━━ Source information ━━

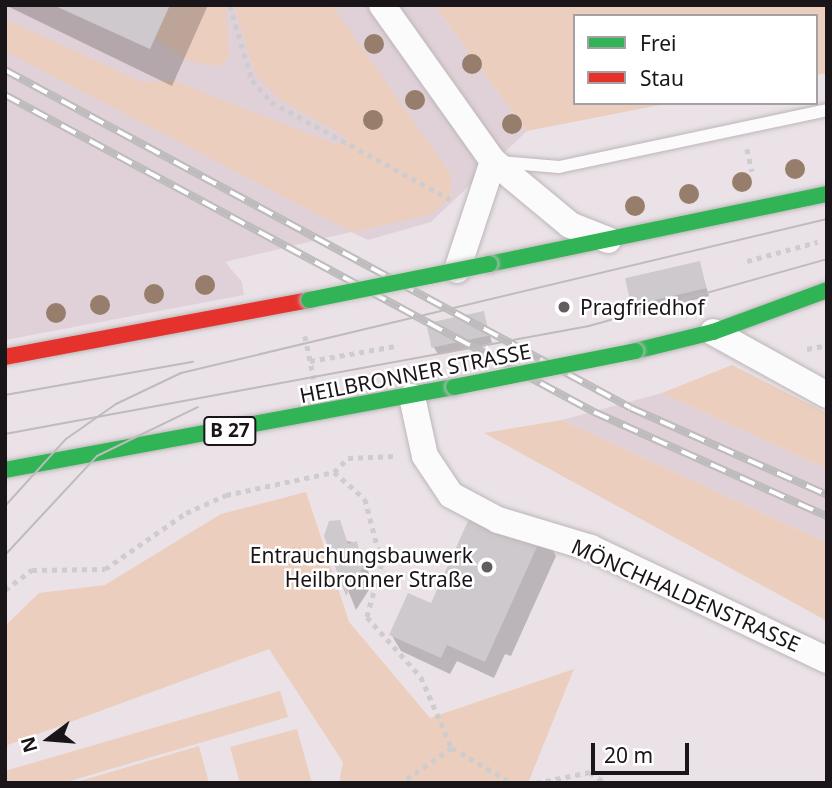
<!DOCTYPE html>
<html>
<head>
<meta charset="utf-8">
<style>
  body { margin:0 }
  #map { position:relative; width:832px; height:788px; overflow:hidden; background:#eae2e6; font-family:"Noto Sans",sans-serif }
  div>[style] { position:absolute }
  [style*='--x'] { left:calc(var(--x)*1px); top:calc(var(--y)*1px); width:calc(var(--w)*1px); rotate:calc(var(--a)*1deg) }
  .built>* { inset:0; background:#e0d1d8 }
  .green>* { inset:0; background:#ebcebe }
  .shadow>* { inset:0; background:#0003 }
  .building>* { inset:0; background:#cec9cd; transform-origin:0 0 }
  .path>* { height:4.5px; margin-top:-2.25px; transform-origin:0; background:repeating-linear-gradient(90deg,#cecccd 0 5px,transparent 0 10px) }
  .roads { filter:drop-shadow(0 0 2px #bcb6b9) drop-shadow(0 0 2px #bcb6b9) }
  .lane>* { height:12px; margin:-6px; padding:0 6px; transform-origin:6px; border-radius:6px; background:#fcfbfb }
  .street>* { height:26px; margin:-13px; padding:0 13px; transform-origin:13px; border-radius:13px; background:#fcfbfb }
  .fast>* { height:16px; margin:-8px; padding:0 8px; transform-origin:8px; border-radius:8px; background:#30b455 }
  .jam>* { height:16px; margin:-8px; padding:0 8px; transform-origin:8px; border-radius:8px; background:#e5322d }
  .tram>* { height:2px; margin:-1px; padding:0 1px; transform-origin:1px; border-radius:1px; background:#bdbbbc }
  .rail>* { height:8px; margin-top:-4px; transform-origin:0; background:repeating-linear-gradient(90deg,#fff 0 16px,#bdbbbc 0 32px); box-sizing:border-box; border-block:2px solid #bdbbbc }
  .bridges { filter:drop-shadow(0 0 2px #c6c1c4) drop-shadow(0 0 2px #c6c1c4) }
  .fast-bridge>* { height:16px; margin:-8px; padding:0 8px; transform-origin:8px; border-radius:8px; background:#30b455 }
  .trees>* { width:20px; height:20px; margin:-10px; border-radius:50%; background:#977d6b }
  .dots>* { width:19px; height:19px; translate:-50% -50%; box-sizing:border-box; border:4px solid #fff; border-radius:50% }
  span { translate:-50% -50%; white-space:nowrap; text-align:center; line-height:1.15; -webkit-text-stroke:5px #fff; paint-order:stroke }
  .shield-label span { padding:2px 5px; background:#fff; border:2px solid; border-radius:5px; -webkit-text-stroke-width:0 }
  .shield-label { font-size:19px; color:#1a1518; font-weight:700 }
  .poi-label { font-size:21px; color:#1a1518 }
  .left { translate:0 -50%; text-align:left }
  .right { translate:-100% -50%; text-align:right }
  .street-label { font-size:21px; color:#1a1518 }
  .frame { position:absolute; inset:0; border:7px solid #1a1518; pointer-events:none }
  .legend { position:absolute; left:573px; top:14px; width:245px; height:91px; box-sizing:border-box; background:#fff; border:2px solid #a3a1a3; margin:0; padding:9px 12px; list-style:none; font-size:21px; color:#1a1518 }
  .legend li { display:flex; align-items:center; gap:14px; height:35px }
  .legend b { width:35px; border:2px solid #a3a1a3 }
  .north { position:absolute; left:14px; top:704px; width:70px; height:70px; -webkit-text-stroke:5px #fff; paint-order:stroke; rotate:254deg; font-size:19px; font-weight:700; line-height:28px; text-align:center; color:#1a1518 }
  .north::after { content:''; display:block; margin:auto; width:24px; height:32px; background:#1a1518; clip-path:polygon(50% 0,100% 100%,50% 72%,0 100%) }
  .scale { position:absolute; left:591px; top:743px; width:98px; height:32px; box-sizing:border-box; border:4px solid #1a1518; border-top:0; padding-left:9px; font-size:21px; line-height:24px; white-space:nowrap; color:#1a1518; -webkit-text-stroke:5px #fff; paint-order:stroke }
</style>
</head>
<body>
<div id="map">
  <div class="built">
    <i style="clip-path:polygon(5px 5px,434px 5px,527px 131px,431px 222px,368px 240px,351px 232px,225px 262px,242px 282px,244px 295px,5px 340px)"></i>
    <i style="clip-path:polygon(662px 393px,827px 469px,827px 543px,562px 420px)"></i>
  </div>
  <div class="green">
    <i style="clip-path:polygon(170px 5px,226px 5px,229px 57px,220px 67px,188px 61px,155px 38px)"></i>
    <i style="clip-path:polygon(234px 5px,332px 5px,451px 175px,450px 198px,432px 214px,352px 232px,5px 51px,5px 19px,144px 83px,172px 80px,335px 144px,350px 140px,277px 97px,256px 75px)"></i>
    <i style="clip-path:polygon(434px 5px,827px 5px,827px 73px,816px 75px,816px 16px,575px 16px,575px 103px,670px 103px,527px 131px)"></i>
    <i style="clip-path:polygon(732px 365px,827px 413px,827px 469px,662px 393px)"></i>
    <i style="clip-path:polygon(562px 420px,827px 543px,827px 621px,484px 433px)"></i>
    <i style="clip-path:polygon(306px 492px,349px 622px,430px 718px,574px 669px,528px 783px,339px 783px,343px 762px,269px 649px,5px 746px,5px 626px,39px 593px,105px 585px,221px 514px)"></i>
    <i style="clip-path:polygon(280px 691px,288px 717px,63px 783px,5px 783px,5px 771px)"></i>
    <i style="clip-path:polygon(297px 729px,312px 783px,240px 783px,230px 747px)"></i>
    <i style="clip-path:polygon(199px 746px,209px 783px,73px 783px)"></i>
  </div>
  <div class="shadow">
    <i style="clip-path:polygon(5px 5px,208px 5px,172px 86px)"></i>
    <i style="clip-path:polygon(699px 263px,709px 296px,638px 314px,633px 306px)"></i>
    <i style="clip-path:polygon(483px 313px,492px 343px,438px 354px,433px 346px)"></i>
    <i style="clip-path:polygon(543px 532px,556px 556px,511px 656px,505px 654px,494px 678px,457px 661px,450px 674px,401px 651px,391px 634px)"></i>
    <i style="clip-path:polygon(326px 536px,356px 543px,365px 560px,372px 585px,356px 610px)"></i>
  </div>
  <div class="building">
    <i style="clip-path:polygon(53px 5px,170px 5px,150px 49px)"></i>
    <i style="left:700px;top:261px;width:28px;height:77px;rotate:77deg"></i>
    <i style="left:484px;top:311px;width:25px;height:59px;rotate:78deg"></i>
    <i style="clip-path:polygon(477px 501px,544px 531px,485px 662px,447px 645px,441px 658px,389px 635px,408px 593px,431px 603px)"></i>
    <i style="clip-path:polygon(340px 520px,348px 544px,357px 541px,363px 567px,346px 596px,324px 536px,329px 521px)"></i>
  </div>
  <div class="path">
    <i style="--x:230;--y:5;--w:78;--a:73.7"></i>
    <i style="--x:252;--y:80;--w:29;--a:49"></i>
    <i style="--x:271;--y:102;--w:204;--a:28.5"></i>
    <i style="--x:747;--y:149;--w:23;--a:77"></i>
    <i style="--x:747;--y:261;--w:73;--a:-15.2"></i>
    <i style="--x:305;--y:336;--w:44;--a:78.2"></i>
    <i style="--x:807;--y:349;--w:20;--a:-11"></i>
    <i style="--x:310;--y:361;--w:87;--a:-9.9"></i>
    <i style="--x:334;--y:472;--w:41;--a:41.1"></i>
    <i style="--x:365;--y:499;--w:67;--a:75.3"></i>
    <i style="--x:382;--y:564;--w:55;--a:105.8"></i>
    <i style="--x:367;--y:617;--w:81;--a:48"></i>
    <i style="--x:421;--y:677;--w:77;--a:66.4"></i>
    <i style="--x:452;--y:748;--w:61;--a:145"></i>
    <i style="--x:5;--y:590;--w:34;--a:-37"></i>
    <i style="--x:32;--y:570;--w:73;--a:-0.8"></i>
    <i style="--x:105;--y:569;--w:98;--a:-34.7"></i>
    <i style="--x:186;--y:513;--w:44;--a:-24.2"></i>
    <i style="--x:226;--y:495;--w:110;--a:-12"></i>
    <i style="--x:334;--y:472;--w:20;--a:-45"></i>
    <i style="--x:348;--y:458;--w:48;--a:-2.4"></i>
    <i style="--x:452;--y:748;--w:69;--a:30.3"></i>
    <i style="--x:536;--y:783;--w:55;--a:-11.5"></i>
    <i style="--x:590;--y:772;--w:19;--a:36"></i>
  </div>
  <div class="roads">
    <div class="lane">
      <i style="--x:500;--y:162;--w:59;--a:4.8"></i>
      <i style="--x:559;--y:167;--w:274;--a:-12"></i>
    </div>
    <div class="street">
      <i style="--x:382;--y:5;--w:191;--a:54.6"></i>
      <i style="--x:493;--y:161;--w:100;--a:39.7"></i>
      <i style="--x:570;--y:225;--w:41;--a:21.5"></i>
      <i style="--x:457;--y:270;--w:115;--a:-71.7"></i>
      <i style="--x:713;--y:332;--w:130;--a:28.9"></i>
      <i style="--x:412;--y:397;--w:60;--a:77.6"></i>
      <i style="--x:425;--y:456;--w:47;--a:56.3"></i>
      <i style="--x:451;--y:495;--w:53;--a:28"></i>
      <i style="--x:498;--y:520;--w:97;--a:16.8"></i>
      <i style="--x:591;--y:548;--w:261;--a:25.4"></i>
    </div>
    <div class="fast">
      <i style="--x:489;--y:264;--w:345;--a:-11.7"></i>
      <i style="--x:635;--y:351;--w:80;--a:-13.7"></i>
      <i style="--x:713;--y:332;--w:121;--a:-20.2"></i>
      <i style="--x:5;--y:470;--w:457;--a:-10.5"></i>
    </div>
    <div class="jam">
      <i style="--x:5;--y:357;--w:309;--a:-10.6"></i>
    </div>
  </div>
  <div class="tram">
    <i style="--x:5;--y:395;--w:191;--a:-10"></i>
    <i style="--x:5;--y:434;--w:594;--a:-10.48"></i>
    <i style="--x:589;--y:326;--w:247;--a:-15.7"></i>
    <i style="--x:5;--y:506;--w:91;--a:-47.7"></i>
    <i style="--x:66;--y:439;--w:61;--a:-35"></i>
    <i style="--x:116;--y:404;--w:72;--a:-25.5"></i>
    <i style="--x:181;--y:373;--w:664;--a:-13.41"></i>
    <i style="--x:5;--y:555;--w:135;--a:-47.1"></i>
    <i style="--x:97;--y:456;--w:112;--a:-25.9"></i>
  </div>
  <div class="rail">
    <i style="--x:5;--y:70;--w:711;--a:28.37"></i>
    <i style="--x:631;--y:408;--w:214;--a:23.9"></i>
    <i style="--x:5;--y:95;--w:669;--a:28.29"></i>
    <i style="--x:594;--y:412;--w:255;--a:24.1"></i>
  </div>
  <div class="bridges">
    <div class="fast-bridge">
      <i style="--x:309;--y:300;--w:184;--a:-11.3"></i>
      <i style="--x:454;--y:387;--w:185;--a:-11.2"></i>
    </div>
  </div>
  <div class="trees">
    <i style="left:374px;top:44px"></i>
    <i style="left:472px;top:64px"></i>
    <i style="left:415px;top:100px"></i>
    <i style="left:373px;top:120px"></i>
    <i style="left:512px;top:124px"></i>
    <i style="left:795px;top:169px"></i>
    <i style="left:742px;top:182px"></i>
    <i style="left:689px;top:194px"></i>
    <i style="left:635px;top:206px"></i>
    <i style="left:205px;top:285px"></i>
    <i style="left:154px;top:294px"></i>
    <i style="left:100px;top:305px"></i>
    <i style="left:56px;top:313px"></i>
  </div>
  <div class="dots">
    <i style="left:564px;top:307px;background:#635d60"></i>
    <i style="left:487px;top:567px;background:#635d60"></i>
  </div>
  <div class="shield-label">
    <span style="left:230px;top:431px">B 27</span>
  </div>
  <div class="poi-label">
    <span class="left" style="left:580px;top:307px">Pragfriedhof</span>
    <span class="right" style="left:473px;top:567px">Entrauchungsbauwerk<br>Heilbronner Straße</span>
  </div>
  <div class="street-label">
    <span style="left:415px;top:373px;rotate:-11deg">HEILBRONNER STRASSE</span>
    <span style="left:686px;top:595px;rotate:24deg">MÖNCHHALDENSTRASSE</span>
  </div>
  <div class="frame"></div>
  <ul class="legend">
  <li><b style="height:9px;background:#30b455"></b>Frei</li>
  <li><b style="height:9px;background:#e5322d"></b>Stau</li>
  </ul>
  <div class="north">N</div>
  <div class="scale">20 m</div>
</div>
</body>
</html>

━━━

> **Exercise**:
Where a picture appears, omit it; otherwise reproduce each line above from the first to the one with "2px #bcb6b9) drop-shadow(0", inclusive.

> **Exercise answer**:
<!DOCTYPE html>
<html>
<head>
<meta charset="utf-8">
<style>
  body { margin:0 }
  #map { position:relative; width:832px; height:788px; overflow:hidden; background:#eae2e6; font-family:"Noto Sans",sans-serif }
  div>[style] { position:absolute }
  [style*='--x'] { left:calc(var(--x)*1px); top:calc(var(--y)*1px); width:calc(var(--w)*1px); rotate:calc(var(--a)*1deg) }
  .built>* { inset:0; background:#e0d1d8 }
  .green>* { inset:0; background:#ebcebe }
  .shadow>* { inset:0; background:#0003 }
  .building>* { inset:0; background:#cec9cd; transform-origin:0 0 }
  .path>* { height:4.5px; margin-top:-2.25px; transform-origin:0; background:repeating-linear-gradient(90deg,#cecccd 0 5px,transparent 0 10px) }
  .roads { filter:drop-shadow(0 0 2px #bcb6b9) drop-shadow(0 0 2px #bcb6b9) }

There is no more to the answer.